Special Counsel Jack Smith could suffer a disastrous defeat this week after his case against former President Donald Trump was put in danger.

Reports suggest the Supreme Court is set to weigh in on a case that could impact hundreds of cases connected to the January 6 Capitol protests, including Smith’s case against Trump. According to the Daily Caller, the Supreme Court will hear arguments in Fischer v. United States case on Tuesday.

Joseph Fischer, one of the January 6 defendants, brought the case arguing that the government’s application of an obstruction statute —Section 1512(c)(2)— is an unprecedented expansion of the statutes.

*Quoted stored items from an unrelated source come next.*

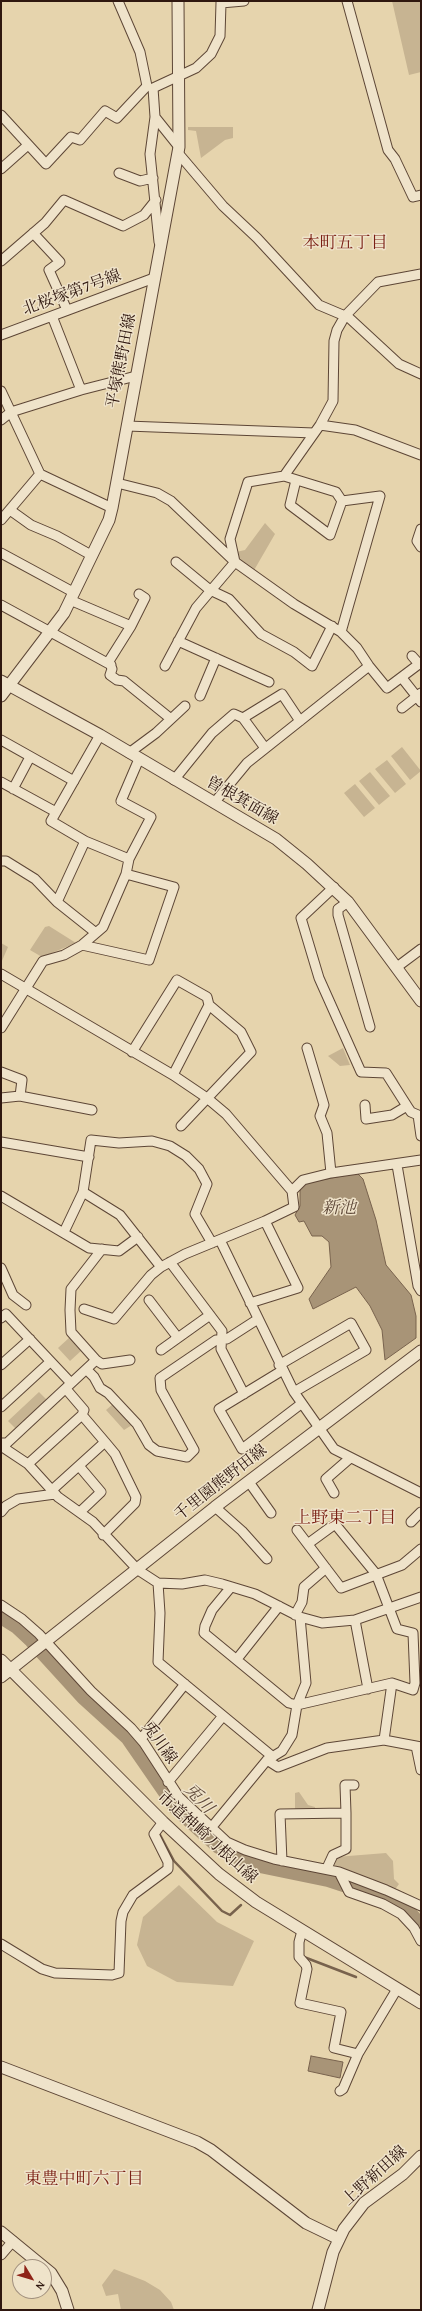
<!DOCTYPE html>
<html>
<head>
<meta charset="utf-8">
<style>
  body { margin:0 }
  #map { position:relative; width:422px; height:2311px; overflow:hidden; background:#e6d4ad; font-family:"Gentium Book Plus",serif }
  canvas { display:block }
  .frame { position:absolute; inset:0; border:2px solid #2f170f; pointer-events:none }
  .north { position:absolute; left:12px; top:2259px; width:40px; height:40px; box-sizing:border-box; background:#efe3ca; border:1px solid #a2917f; border-radius:50%; rotate:128deg; font-size:11px; font-weight:700; line-height:16px; text-align:center; color:#2f170f }
  .north::after { content:''; display:block; margin:auto; width:14px; height:18px; background:#8f2418; clip-path:polygon(50% 0,100% 100%,50% 72%,0 100%) }
</style>
</head>
<body>
<div id="map">
<canvas width="422" height="2311"></canvas>
<div class="frame"></div>
<div class="north">N</div>
</div>
<script>
const c = document.querySelector('canvas').getContext('2d');
c.lineJoin = 'round';
function fill(path, color) { c.fillStyle = color; c.fill(path, 'evenodd'); }
const poly = rows => new Path2D(rows.map(r => 'M' + r).join(''));
function strokePath(path, color, width, dash) { c.strokeStyle = color; c.lineWidth = width; c.lineCap = dash ? 'butt' : 'round'; c.setLineDash(dash || []); c.stroke(path); }
function label(font, color, halo, rows, align = 'center') {
  c.font = font + ' "Gentium Book Plus","Noto Serif JP",serif'; c.lineWidth = 3; c.setLineDash([]); c.textBaseline = 'middle'; c.strokeStyle = halo; c.fillStyle = color; for (const [text, x, y, turn = 0] of rows) {
    c.save(); c.translate(x, y); c.rotate((+turn || 0) * Math.PI / 180); c.textAlign = isNaN(turn) ? turn : align; if (halo) c.strokeText(text, 0, 0); c.fillText(text, 0, 0); c.restore();
  }
}
fill(poly([
  [392,1,421,1,421,72,409,75],
  [188,127,233,127,233,138,225,140,201,158,196,131,188,130],
  [265,523,275,534,253,572,243,565,236,552,245,550],
  [402,747,421,771,410,780,391,756],
  [387,760,406,784,395,793,375,769],
  [370,772,390,796,379,805,359,781],
  [355,784,375,808,364,817,344,793],
  [49,926,76,943,42,957,30,950,45,927],
  [1,943,8,947,1,963],
  [343,1048,350,1065,340,1066,328,1056],
  [70,1337,82,1350,70,1361,58,1348],
  [39,1392,48,1401,16,1429,8,1421],
  [113,1404,132,1425,124,1430,106,1410],
  [299,1792,308,1805,315,1807,315,1810,295,1811,295,1793],
  [386,1853,393,1861,394,1879,399,1884,394,1891,341,1870,335,1865,336,1857],
  [179,1885,217,1922,254,1941,233,1986,177,1982,147,1966,137,1945,143,1917],
  [114,2269,145,2281,160,2290,171,2302,174,2310,121,2310,118,2294,106,2296,102,2285]
]), '#c7b492');
const water = poly([
  [357,1173,363,1179,376,1220,386,1265,411,1295,416,1316,416,1338,385,1360,382,1330,370,1306,356,1287,313,1309,309,1299,331,1267,329,1242,322,1236,312,1236,304,1221,299,1222,295,1215,300,1206,300,1190,306,1183,357,1173],
  [311,2056,343,2062,340,2078,308,2071,311,2056]
]);
fill(water, '#a89477');
strokePath(water, '#78624d', 1);
strokePath(poly([
  [159,1833,174,1861,222,1911,230,1915,241,1905],
  [304,1957,356,1977]
]), '#78624d', 2.5);
strokePath(poly([
  [1,1616,17,1626,32,1640,84,1697,128,1737,177,1808,219,1846,234,1855,260,1865,328,1879,386,1898,407,1911,421,1927]
]), '#a89477', 16);
const minor = poly([
  [118,1,140,52,147,86],
  [221,1,221,3,244,1],
  [347,1,388,150,395,159,413,197,421,195],
  [153,88,196,68,211,54,220,36,221,3],
  [153,88,155,117,179,147],
  [1,115,46,164,71,137,80,140,105,111,117,118,147,86],
  [155,117,150,154,159,242],
  [178,153,223,206,257,238,319,305,345,316],
  [1,169,28,145],
  [119,173,140,181,153,178],
  [33,233,60,262,49,270,67,310],
  [1,261,45,223,64,200,123,226,144,215,156,200],
  [346,315,399,364,421,374],
  [52,316,81,390],
  [1,335,154,278],
  [1,391,40,474,112,508],
  [1,420,11,412,81,390,136,376],
  [320,425,355,430,421,455],
  [127,426,314,433],
  [284,476,320,425,333,401,334,341,337,330,345,316,378,282,421,274],
  [296,480,290,505,330,535,342,501],
  [117,483,157,493,171,501,235,562,294,604,341,632,357,648,369,666,387,688,419,664,412,656],
  [10,510,31,525,57,536,91,555],
  [1,520,40,474],
  [421,529,417,541,421,547],
  [1,553,73,592],
  [176,562,210,590,229,599,261,634,294,652,312,666,332,626],
  [139,594,145,598,131,626,109,661,112,669,110,675,117,680,124,681,171,719],
  [70,600,131,626],
  [1,605,111,665],
  [178,641,269,682],
  [165,666,196,608,235,562,230,539,248,482,284,476,336,492,342,501,380,496,341,632],
  [402,678,421,702],
  [200,696,216,658],
  [402,708,421,693],
  [243,718,282,694,300,721],
  [100,735,51,821,85,841,129,859],
  [1,740,74,781],
  [129,753,156,733,185,706],
  [174,780,212,733,234,714,243,718,265,748],
  [1,782,56,812],
  [13,789,30,757],
  [214,803,247,763,369,666],
  [1,861,6,861,35,879,57,902,96,933],
  [334,887,301,918,319,978,361,1072,386,1073,407,1106,392,1115,366,1119,365,1105],
  [57,902,85,841],
  [348,902,338,909,338,915,370,1027],
  [82,945,149,960,174,887,126,874],
  [397,967,421,949],
  [1,974,173,1075,207,1098,226,1114,292,1191],
  [1,1028,43,961,64,955,82,945,103,927,126,874,129,859,151,817,121,801,139,759],
  [307,1048,324,1105,320,1116,327,1133,331,1173],
  [132,1052,177,980,207,997,209,1005],
  [1,1072,22,1080,20,1096],
  [173,1075,209,1005,241,1032,251,1052,181,1126],
  [1,1098,20,1096,92,1110],
  [407,1106,411,1112,418,1115,421,1136],
  [1,1142,89,1157],
  [397,1165,418,1286,421,1291],
  [83,1192,120,1215,161,1267],
  [1,1196,89,1248,119,1251,138,1237],
  [64,1232,83,1192,91,1140,119,1143,152,1141,170,1146,186,1156,199,1169,207,1184,195,1214,212,1243],
  [220,1240,294,1392,334,1449,421,1493],
  [170,1262,222,1331,221,1349,244,1394],
  [1,1268,13,1295,26,1305],
  [149,1300,178,1338],
  [250,1303,298,1288,265,1221],
  [84,1309,114,1319,151,1275,161,1267,185,1254,265,1221,294,1207,292,1191,303,1180,331,1173,421,1160],
  [1,1318,6,1314,71,1383],
  [161,1350,210,1315],
  [96,1360,102,1364,130,1360],
  [1,1365,30,1339],
  [279,1365,351,1323,366,1350,294,1392],
  [87,1370,94,1377,100,1388,108,1393,137,1424,149,1445,157,1451,187,1457,194,1450,161,1390,160,1378,216,1340,227,1339,258,1319],
  [283,1370,219,1409,242,1449,301,1404],
  [1,1407,50,1362],
  [1,1443,7,1443,96,1360,71,1332,70,1310,71,1289,102,1249],
  [1,1446,28,1464,58,1497,93,1522,138,1570,158,1583,182,1584,205,1580,222,1584,255,1594,300,1617,322,1623,355,1620,421,1597],
  [28,1464,82,1415],
  [79,1466,101,1492,80,1512],
  [249,1482,271,1513],
  [52,1490,105,1442,82,1415,84,1410,66,1389],
  [334,1493,326,1479,349,1459],
  [215,1507,242,1531,267,1559],
  [1,1512,6,1506,18,1499,55,1494],
  [411,1522,421,1512],
  [297,1530,341,1588,402,1565,421,1549],
  [103,1535,135,1503,136,1497,115,1454,105,1442],
  [158,1583,160,1613,158,1662,273,1757],
  [231,1587,212,1610,205,1626,204,1633,289,1703,297,1705,392,1683,413,1690,415,1683,413,1633,397,1629,376,1574,335,1524,309,1543],
  [1,1605,22,1619,39,1634,91,1691,131,1728,144,1743,179,1797,227,1842,245,1850,274,1859,339,1872,386,1890,421,1906],
  [295,1615,302,1602,304,1587,326,1568],
  [355,1620,368,1689],
  [237,1659,279,1606],
  [141,1739,185,1684],
  [384,1740,392,1683],
  [416,1746,421,1770],
  [267,1760,278,1767,327,1748,384,1740,421,1747],
  [168,1782,223,1716],
  [346,1813,345,1785,354,1785],
  [211,1828,267,1760,282,1751,292,1735,297,1705,306,1683,300,1617],
  [282,1861,280,1814,346,1813,346,1849,333,1855,327,1868],
  [339,1872,349,1892,383,1904,401,1914,414,1928,421,1941],
  [302,1931,299,1942,299,1957,306,1965,307,1969,300,2003,341,2012,334,2048,358,2054,343,2089,340,2091],
  [1,1944,42,1969,55,1973,112,1975,119,1973,121,1921,123,1912,133,1895,168,1869,168,1862,154,1834,163,1822],
  [358,2054,397,1989],
  [1,2255,13,2241]
]);
const tertiary = poly([
  [1,681,100,735,276,839,307,864,348,902,421,1001],
  [1,696,64,613,109,520,112,508,179,147,178,1],
  [1,1660,163,1822,219,1874,256,1902,421,2003],
  [1,1677,215,1507,421,1351],
  [1,2067,197,2142,211,2150,306,2223,337,2238],
  [1,2232,51,2273,62,2291,68,2310],
  [318,2310,333,2252,344,2229,364,2203,403,2174,421,2156]
]);
strokePath(minor, '#5d4636', 11);
strokePath(tertiary, '#5d4636', 13);
strokePath(minor, '#efe3ca', 9);
strokePath(tertiary, '#efe3ca', 11);
label('16px', '#2f170f', '#efe3ca', [
  ["北桜塚第7号線",72,293,-20],
  ["平塚熊野田線",122,361,-79],
  ["曽根箕面線",242,801,30],
  ["千里園熊野田線",221,1483,-38],
  ["兎川線",159,1743,55],
  ["市道神崎刀根山線",207,1838,42],
  ["上野新田線",375,2176,-42]
]);
label('17px', '#7a1f14', '#efe3ca', [
  ["本町五丁目",345,244],
  ["上野東二丁目",345,1519],
  ["東豊中町六丁目",84,2180]
]);
label('italic 17px', '#5f4939', '#efe3ca', [
  ["新池",339,1209],
  ["兎川",198,1799,46]
]);
</script>
</body>
</html>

“Before the January 6 cases, no court had applied Section 1512(c)(2) to conduct not intended to affect the availability or integrity of evidence,” Fischer’s attorneys argued in a brief. “Nor had a defendant ever been convicted of an obstruction-of-Congress offense outside the context of a legislative inquiry or investigation.”

The statute was originally used to prosecute anyone who corruptly obstructs, influences, or impedes any official proceeding. The statute also comes with a penalty of up to 20 years in prison.

The law was enacted in 2002 as part of the Corporate Fraud and Accountability Act. Fisher argued that it was intended to deter corporate executives’ fraud and check evidence tampering.

The Justice Department is, however, adamant that the text of the law is not limited to conduct that affects the integrity or availability of evidence.

“Instead, Congress adopted a traditional catchall clause, reaching all forms of corrupt obstruction of an official proceeding,” the DOJ wrote in a brief.

Two judges already sided with the DOJ when Fischer first filed the case with the D.C. Circuit Court of Appeals.

“Under the most natural reading of the statute, §1512(c)(2) applies to all forms of corrupt obstruction of an official proceeding,” Judge Florence Pan, a Biden appointee, wrote in the majority opinion from the D.C. Circuit Court of Appeals.

However, Judge Gregory Katsas, a Trump appointee, disagreed with both judges in the 2-1 ruling. Katsas wrote that the government was mistaken in its interpretation, adding that the DOJ made the statute implausibly broad and unconstitutional in several applications.

“Among other things, that construction would sweep in advocacy, lobbying, and protest—common mechanisms by which citizens attempt to influence official proceedings,” Katsas wrote. “Historically, these activities did not constitute obstruction unless they directly impinged on a proceeding’s truth-seeking function through acts such as bribing a decisionmaker or falsifying evidence presented to it.”

The Supreme Court will hear arguments on Tuesday. Should SCOTUS rule in Fischer’s favor, many January 6 cases could be thrown out, including Trump’s.